Mitch nodded. He looked behind them. “You’d think one car would go by.” He kicked his heels as he walked. “Your brother has a drinking problem.”

“He’s a low-life scum. Of course he has a drinking problem. But he’s my brother.” She sighed and rolled her head to loosen her neck. “Whatever the hell that means.”

“Can’t choose your family,” Mitch said.

“That’s true up to a point,” she said.

“What’s that supposed to mean?”

“Figure it out.”

The sun was on full and Laney was sweating. The dry air was stealing away the moisture and any possibility of coolness. She was thirsty. “I wish I’d brought a canteen.”

“Yeah, me too,” Mitch said, then, “I mean, I wish I’d brought one, too.”

“Christ, Mitch, calm down.” Laney couldn’t believe she had ever let this guy touch her. It wouldn’t happen again, she assured herself.

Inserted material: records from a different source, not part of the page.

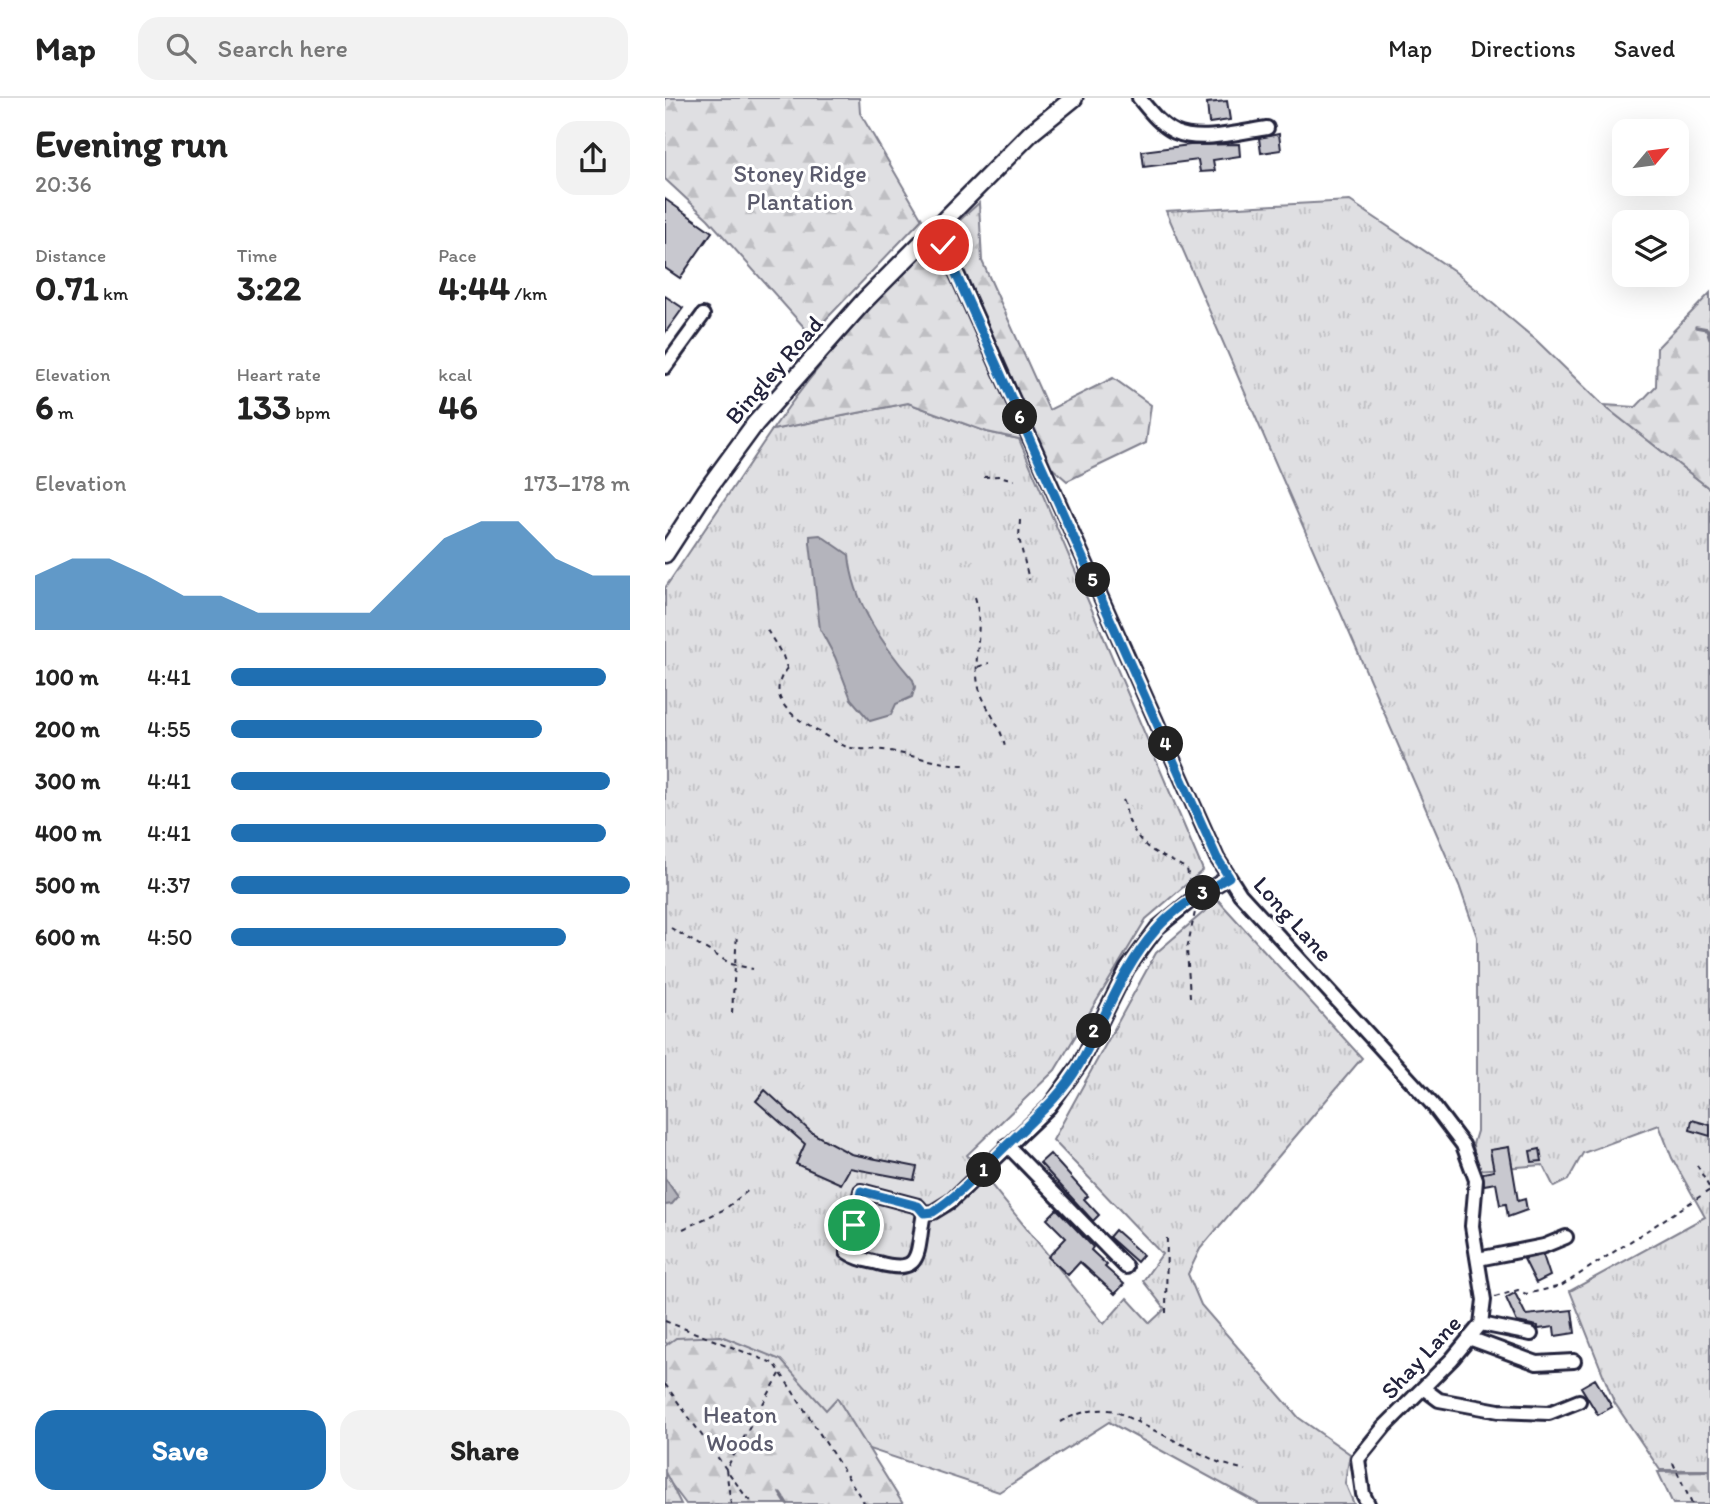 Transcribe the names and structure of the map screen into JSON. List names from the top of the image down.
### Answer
{
  "streets": {
    "main road": ["Bingley Road"],
    "street": ["Long Lane", "Shay Lane"]
  },
  "crossings": [
    ["Bingley Road", "Long Lane"],
    ["Long Lane", "Shay Lane"]
  ],
  "parks": ["Stoney Ridge Plantation", "Heaton Woods"],
  "north": "top right",
  "page": {
    "header": "Map",
    "search": "Search here",
    "nav": ["Map", "Directions", "Saved"],
    "heading": ["Evening run", "20:36"],
    "stats": [
      ["Distance", "0.71 km"],
      ["Time", "3:22"],
      ["Pace", "4:44 /km"],
      ["Elevation", "6 m"],
      ["Heart rate", "133 bpm"],
      ["kcal", "46"]
    ],
    "pins": [
      "6",
      "5",
      "4",
      "3",
      "2",
      "1"
    ],
    "chart": ["Elevation", "173–178 m"],
    "list": [
      {
        "name": "100 m",
        "note": "4:41"
      },
      {
        "name": "200 m",
        "note": "4:55"
      },
      {
        "name": "300 m",
        "note": "4:41"
      },
      {
        "name": "400 m",
        "note": "4:41"
      },
      {
        "name": "500 m",
        "note": "4:37"
      },
      {
        "name": "600 m",
        "note": "4:50"
      }
    ],
    "buttons": ["Save", "Share"]
  }
} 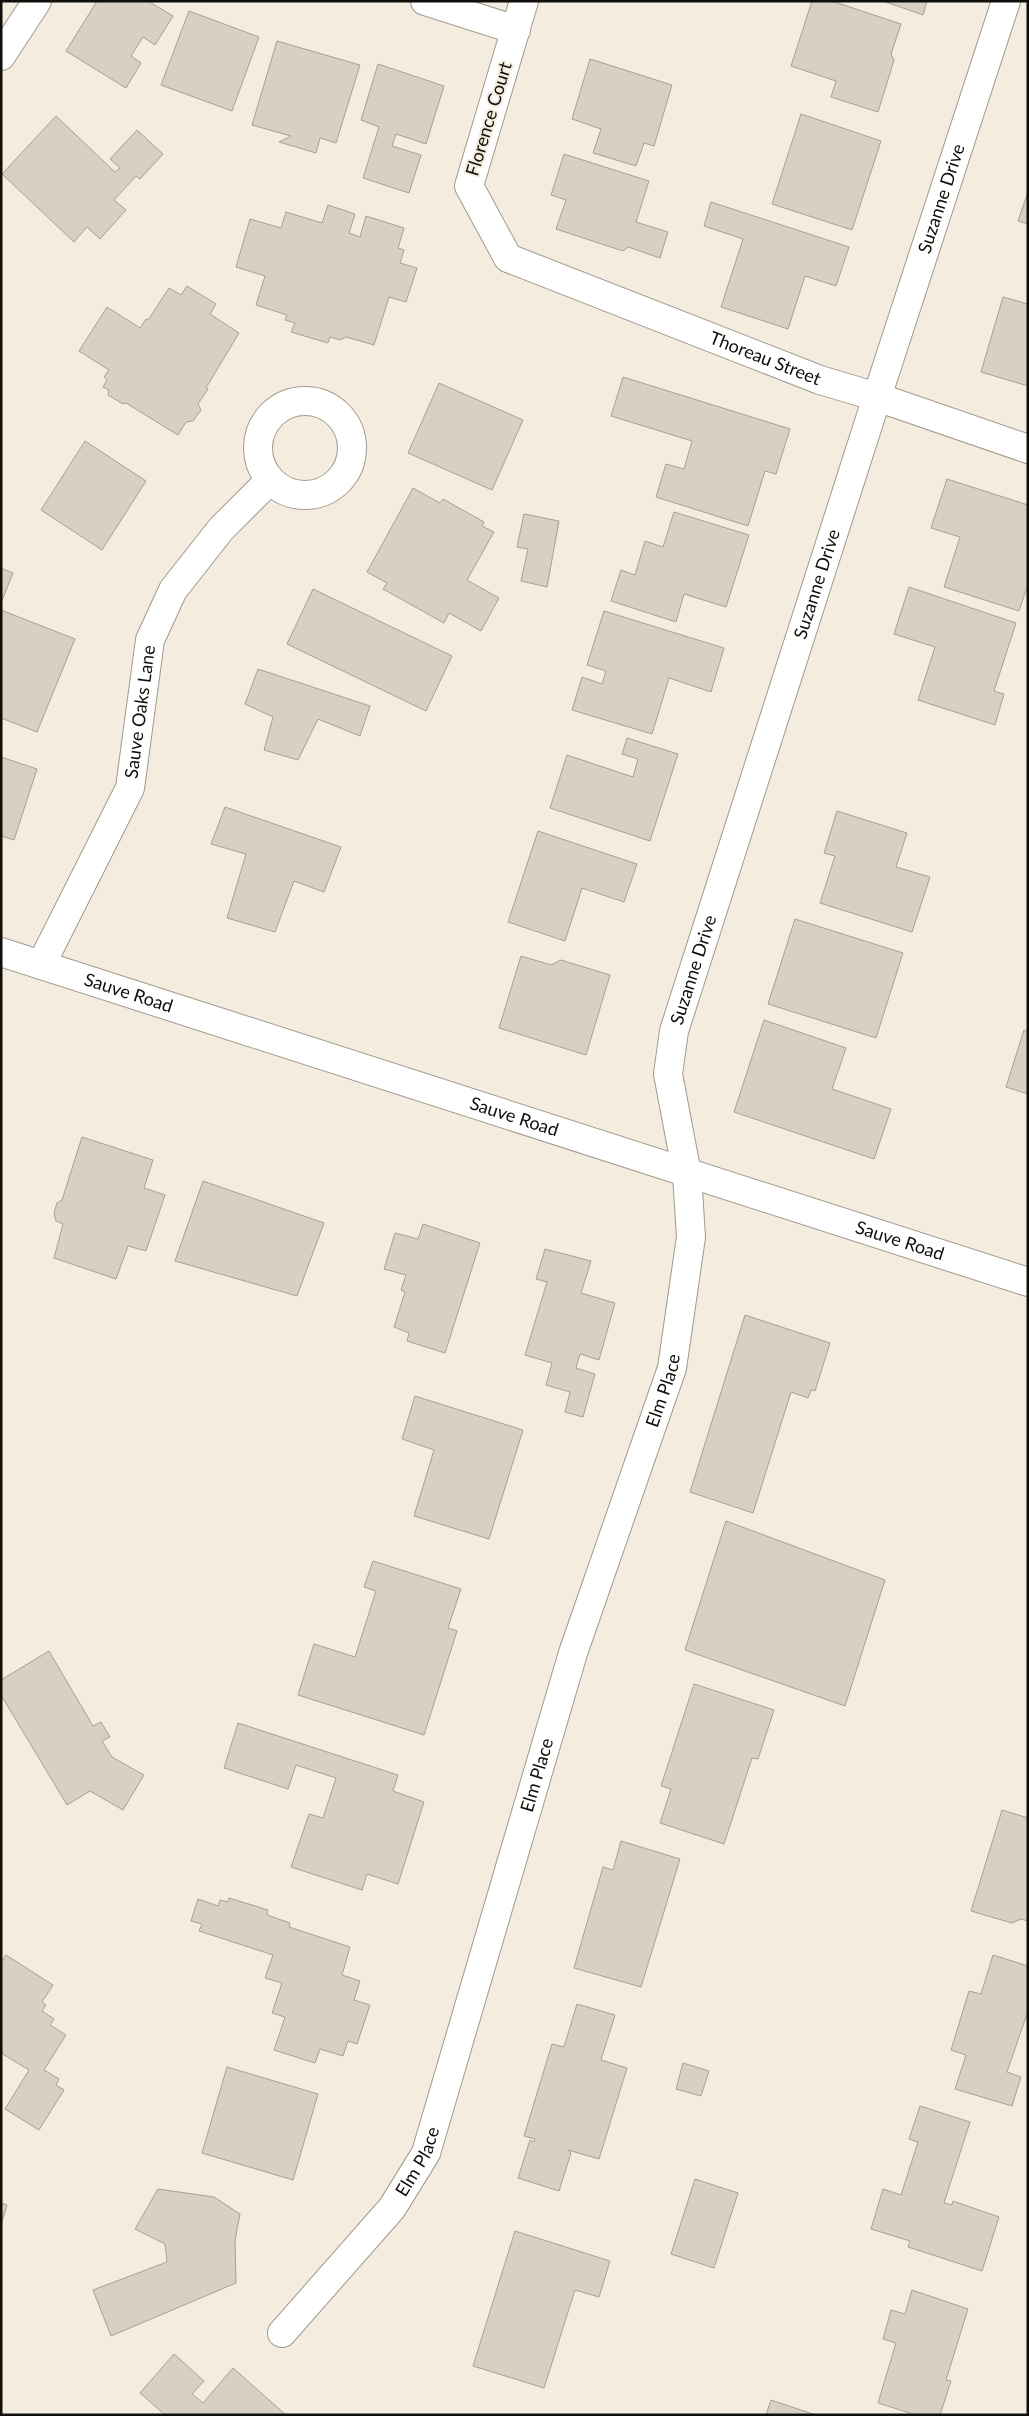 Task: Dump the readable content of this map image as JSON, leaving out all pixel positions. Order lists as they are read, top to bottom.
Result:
{
  "streets": {
    "street": [
      "Florence Court",
      "Suzanne Drive",
      "Thoreau Street",
      "Sauve Oaks Lane",
      "Sauve Road",
      "Elm Place"
    ]
  },
  "crossings": [
    ["Florence Court", "Thoreau Street"],
    ["Suzanne Drive", "Thoreau Street"],
    ["Suzanne Drive", "Sauve Road"],
    ["Suzanne Drive", "Elm Place"],
    ["Sauve Oaks Lane", "Sauve Road"],
    ["Sauve Road", "Elm Place"]
  ]
}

The service station was one of those no-name kind with a gravel yard. The pumps were old and dusty. It was still several miles to the town, so Laney hoped it would have the belt she needed.

No one came out as they approached the station and there was no one in the office. Laney parked her face over the water fountain and let the stream wash her forehead. The water was barely cool, but it felt good. She drank slowly, then stepped away to allow Mitch a turn. She called out, “Hello!”

Mitch stood, wiping his mouth with the back of his hand. “Nobody home?”

Laney observed the belts on the far wall, narrow loops of black wrapped midlength with paper and hung on hooks. She pulled the circle of string from her pocket. “At least I can find out if they have what I need.”

Mitch stepped through the open door into the garage.